After you’ve poured the entire design, set it aside and allow it to dry – approximately 8 hours, depending upon the weather.
Then ‘pour’ the color. I like to mix my colors – 2 or 3 greens, etc. It pours out cloudy, but dries translucent. This also takes a few hours to dry.
It’s fun to see it come to life as it dries, but this project does take a couple of days, just because of the drying time involved.
Plus, you’ll need some flat areas to store the mylar sheets. Particularly if you have little ones roaming around the house!
I poured two colors for the bamboo stalks as well.
Once you pour the color, take a toothpick to spread it out and make sure it fills in completely. Otherwise it’ll tear when you remove it from the mylar.
Another tip, take a nut pick (it comes w/Gallery Glass kits) and tap the under side of the mylar to remove any bubbles.
It’s like when you ‘burp’ an unbaked cake to remove air bubbles.
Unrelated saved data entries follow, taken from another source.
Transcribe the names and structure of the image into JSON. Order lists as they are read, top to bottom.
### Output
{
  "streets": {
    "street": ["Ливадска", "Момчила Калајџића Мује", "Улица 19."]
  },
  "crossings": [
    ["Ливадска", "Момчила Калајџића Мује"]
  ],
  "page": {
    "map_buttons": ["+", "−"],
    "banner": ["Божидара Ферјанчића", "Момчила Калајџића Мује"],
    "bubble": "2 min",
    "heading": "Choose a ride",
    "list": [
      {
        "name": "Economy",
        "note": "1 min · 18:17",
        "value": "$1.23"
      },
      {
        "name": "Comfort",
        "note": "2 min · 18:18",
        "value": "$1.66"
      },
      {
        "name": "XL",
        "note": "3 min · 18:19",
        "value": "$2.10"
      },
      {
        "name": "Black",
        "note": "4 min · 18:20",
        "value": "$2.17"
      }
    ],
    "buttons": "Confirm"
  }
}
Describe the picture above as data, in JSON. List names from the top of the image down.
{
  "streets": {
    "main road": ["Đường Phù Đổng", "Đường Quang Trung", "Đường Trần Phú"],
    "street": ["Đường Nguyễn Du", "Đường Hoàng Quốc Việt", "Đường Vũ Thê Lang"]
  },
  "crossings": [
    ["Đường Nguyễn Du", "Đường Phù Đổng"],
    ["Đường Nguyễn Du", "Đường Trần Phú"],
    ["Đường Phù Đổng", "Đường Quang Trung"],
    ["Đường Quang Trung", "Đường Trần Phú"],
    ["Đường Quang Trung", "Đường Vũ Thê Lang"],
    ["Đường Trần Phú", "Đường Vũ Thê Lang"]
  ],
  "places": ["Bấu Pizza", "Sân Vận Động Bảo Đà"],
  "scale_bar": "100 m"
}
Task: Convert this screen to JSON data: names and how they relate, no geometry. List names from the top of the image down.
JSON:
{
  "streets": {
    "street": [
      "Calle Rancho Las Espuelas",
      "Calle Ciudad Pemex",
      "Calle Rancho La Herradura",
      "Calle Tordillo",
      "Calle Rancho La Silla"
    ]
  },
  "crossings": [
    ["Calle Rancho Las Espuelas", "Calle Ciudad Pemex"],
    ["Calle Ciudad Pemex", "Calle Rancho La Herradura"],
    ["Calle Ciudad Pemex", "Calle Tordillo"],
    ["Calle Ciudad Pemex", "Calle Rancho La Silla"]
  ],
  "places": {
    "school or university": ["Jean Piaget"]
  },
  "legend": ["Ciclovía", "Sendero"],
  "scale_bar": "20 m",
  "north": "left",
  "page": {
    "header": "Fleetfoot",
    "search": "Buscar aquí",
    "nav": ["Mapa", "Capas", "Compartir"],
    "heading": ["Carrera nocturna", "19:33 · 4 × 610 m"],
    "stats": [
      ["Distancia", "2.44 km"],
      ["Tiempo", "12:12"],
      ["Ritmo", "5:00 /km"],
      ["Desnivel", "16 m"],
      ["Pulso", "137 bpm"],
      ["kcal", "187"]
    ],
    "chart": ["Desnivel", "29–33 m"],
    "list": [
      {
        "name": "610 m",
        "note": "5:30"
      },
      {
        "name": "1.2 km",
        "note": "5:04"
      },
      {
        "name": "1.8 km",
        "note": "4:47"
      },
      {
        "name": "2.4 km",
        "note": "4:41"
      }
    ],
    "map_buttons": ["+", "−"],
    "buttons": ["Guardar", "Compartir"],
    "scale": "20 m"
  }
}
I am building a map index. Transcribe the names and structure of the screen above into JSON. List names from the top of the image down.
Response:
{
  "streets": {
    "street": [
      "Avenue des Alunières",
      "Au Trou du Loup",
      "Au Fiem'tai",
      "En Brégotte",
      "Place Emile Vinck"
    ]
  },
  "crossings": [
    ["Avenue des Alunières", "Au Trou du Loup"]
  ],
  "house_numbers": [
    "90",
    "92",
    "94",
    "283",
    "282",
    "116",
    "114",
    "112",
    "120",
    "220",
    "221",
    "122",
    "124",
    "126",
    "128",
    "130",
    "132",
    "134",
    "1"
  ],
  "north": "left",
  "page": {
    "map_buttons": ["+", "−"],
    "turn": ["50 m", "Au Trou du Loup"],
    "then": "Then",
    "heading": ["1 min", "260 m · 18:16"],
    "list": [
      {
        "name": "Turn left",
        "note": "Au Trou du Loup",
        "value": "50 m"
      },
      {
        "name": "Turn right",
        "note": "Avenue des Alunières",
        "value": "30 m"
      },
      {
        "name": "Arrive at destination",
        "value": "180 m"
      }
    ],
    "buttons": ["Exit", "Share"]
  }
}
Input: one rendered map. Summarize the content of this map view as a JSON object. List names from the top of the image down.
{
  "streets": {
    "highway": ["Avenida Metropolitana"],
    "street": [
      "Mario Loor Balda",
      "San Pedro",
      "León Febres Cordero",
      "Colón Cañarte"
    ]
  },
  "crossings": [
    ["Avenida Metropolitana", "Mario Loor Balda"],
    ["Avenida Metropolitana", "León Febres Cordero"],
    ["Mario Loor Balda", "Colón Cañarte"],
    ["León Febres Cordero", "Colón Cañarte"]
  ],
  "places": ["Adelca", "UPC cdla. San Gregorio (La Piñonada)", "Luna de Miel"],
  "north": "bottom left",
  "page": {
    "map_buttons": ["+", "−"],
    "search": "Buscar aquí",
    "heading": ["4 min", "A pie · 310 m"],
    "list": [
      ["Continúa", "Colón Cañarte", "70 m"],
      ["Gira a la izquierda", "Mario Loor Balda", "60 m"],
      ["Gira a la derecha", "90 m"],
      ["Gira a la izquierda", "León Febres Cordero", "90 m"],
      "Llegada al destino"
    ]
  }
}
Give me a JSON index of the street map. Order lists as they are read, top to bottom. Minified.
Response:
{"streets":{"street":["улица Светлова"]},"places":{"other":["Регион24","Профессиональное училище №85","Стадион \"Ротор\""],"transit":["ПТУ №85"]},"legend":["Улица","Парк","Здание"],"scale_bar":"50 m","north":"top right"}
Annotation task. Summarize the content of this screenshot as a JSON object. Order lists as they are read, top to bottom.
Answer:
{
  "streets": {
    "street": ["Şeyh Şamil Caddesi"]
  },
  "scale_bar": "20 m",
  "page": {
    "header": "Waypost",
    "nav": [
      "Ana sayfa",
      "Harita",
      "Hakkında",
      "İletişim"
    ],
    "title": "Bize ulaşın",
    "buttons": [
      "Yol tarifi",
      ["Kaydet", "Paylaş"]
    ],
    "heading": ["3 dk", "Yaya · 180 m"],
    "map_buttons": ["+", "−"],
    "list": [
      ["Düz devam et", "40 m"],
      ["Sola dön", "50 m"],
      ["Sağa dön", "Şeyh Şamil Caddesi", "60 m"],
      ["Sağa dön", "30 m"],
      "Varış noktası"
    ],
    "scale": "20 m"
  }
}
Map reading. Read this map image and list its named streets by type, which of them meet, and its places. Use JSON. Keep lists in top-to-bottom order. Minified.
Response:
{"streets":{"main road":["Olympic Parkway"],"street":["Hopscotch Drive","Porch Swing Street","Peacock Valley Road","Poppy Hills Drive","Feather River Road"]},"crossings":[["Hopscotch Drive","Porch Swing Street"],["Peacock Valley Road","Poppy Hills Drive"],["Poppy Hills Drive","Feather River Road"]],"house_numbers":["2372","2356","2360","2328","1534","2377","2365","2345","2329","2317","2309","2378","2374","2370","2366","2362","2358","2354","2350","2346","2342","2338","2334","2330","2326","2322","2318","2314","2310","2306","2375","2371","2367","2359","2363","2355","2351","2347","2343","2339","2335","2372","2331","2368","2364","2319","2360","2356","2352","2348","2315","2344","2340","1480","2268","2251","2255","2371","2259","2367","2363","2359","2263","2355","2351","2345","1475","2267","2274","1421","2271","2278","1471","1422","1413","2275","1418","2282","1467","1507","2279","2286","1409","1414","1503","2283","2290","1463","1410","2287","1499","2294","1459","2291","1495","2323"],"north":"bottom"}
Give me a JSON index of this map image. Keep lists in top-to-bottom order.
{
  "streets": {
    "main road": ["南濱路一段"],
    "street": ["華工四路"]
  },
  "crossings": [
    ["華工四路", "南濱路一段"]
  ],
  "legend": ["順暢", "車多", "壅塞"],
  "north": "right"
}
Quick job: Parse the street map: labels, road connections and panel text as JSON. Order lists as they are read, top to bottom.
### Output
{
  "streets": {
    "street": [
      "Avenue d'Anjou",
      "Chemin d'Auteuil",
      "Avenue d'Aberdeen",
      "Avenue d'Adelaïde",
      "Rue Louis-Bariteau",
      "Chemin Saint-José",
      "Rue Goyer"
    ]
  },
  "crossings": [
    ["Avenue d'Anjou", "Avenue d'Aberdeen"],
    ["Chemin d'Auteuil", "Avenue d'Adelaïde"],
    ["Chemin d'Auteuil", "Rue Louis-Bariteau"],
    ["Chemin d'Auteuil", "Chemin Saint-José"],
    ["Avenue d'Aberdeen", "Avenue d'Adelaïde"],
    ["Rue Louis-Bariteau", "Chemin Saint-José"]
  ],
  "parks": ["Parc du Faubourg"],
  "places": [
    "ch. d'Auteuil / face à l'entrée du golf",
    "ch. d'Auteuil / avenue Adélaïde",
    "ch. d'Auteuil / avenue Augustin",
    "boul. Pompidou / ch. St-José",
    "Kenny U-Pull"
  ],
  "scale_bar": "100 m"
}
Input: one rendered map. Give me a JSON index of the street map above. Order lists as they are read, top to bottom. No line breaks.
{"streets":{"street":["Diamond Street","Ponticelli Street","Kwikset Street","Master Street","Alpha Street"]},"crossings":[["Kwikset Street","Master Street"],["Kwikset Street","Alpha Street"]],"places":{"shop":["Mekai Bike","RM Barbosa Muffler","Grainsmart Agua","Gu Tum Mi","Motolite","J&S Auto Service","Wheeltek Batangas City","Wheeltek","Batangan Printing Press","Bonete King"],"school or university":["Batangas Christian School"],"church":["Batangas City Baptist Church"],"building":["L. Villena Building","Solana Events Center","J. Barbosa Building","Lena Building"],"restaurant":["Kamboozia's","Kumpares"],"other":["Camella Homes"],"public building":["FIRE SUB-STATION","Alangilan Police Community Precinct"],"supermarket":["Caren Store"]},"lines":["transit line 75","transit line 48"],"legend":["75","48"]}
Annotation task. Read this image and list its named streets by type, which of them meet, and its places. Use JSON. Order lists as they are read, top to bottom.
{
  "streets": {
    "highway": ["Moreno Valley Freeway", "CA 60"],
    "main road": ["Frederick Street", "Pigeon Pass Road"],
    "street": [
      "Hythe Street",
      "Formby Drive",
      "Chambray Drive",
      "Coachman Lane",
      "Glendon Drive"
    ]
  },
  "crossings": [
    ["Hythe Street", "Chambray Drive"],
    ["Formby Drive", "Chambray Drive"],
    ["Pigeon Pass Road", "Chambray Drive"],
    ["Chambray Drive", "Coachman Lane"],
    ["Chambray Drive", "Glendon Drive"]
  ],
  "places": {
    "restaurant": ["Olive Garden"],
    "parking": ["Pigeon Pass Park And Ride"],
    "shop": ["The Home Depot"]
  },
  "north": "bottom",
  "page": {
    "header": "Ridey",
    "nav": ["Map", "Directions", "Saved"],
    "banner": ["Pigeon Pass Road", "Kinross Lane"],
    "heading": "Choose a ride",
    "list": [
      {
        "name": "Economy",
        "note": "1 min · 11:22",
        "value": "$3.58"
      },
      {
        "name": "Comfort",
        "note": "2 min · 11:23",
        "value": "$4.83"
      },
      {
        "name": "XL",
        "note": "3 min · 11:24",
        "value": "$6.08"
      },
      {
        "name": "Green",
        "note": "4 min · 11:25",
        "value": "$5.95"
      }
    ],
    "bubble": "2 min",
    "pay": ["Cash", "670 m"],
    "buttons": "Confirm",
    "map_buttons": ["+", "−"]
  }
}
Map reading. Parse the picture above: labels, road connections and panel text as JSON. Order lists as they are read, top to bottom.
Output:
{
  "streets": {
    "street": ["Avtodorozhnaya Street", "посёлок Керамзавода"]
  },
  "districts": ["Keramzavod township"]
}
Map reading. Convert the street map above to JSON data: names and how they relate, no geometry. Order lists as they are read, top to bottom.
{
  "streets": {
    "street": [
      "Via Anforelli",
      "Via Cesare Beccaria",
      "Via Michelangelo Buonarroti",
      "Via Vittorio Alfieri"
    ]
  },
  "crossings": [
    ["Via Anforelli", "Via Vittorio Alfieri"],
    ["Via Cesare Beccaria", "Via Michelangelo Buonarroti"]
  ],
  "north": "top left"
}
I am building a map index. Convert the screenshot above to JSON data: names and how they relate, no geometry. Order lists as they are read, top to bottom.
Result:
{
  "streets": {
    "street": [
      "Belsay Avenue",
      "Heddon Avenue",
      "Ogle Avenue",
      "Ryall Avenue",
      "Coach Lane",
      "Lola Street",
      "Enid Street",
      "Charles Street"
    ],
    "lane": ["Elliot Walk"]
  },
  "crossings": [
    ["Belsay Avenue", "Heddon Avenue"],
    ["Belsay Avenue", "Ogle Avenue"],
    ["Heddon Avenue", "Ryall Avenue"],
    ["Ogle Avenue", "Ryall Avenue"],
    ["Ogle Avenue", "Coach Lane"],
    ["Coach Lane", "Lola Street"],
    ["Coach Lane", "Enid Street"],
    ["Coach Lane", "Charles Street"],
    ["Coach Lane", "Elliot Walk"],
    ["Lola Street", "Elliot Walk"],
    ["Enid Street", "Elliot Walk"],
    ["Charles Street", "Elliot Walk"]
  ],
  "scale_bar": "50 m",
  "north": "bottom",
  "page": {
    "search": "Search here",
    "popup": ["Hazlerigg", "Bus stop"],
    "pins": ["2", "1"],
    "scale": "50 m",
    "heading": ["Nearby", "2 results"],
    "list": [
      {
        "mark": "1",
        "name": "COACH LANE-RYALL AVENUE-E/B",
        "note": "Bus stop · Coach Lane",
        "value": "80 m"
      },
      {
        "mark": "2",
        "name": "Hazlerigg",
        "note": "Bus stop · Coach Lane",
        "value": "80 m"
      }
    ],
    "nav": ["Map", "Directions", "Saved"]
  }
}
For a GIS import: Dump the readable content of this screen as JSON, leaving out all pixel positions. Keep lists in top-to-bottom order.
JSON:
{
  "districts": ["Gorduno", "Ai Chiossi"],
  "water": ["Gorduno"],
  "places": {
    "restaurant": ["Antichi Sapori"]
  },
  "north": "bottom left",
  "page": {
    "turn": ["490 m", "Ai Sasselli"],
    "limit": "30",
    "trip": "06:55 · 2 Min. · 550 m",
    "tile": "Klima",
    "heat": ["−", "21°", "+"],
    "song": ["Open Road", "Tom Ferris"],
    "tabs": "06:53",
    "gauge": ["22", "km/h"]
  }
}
You might not get all of them out, but some bubbles add to the realism.
Once your pattern is fully dry, peel it off the mylar and position it on to your window.
Then I apply leading strips all around the perimeter of the window. You can buy these separately or just pour your own.
The connect the pattern pieces to the perimeter leading to create the illusion of glass pieces. Again, you can use pre-poured leading strips.
Once you have all your leading in place, take your liquid leading and ‘dot’ the connections. It’ll look like little soldering joints.
When those dry, take a cotton swab & add a little Treasure Silver to the joints. This gives it dimension and really looks like actual soldering.
Finally, I filled the entire window in with Crystal Clear, just dabbing with an old paintbrush. You could use color, if you want.
That’s it! Beautiful faux stained glass!
It looks almost as good from the reverse side as it does the front.
You can see the full picture tutorial here.
Do you have a window or mirror that needs some sprucing up this spring? Try Gallery Glass. It’s fun, easy, and fully removable – so if you’re in an apartment or rental, it is perfect. Plus, it’s much, much cheaper than actual stained glass. You can clean it with a damp cloth and it’ll last until you decide to take it down.
Who said murals had to be only painted?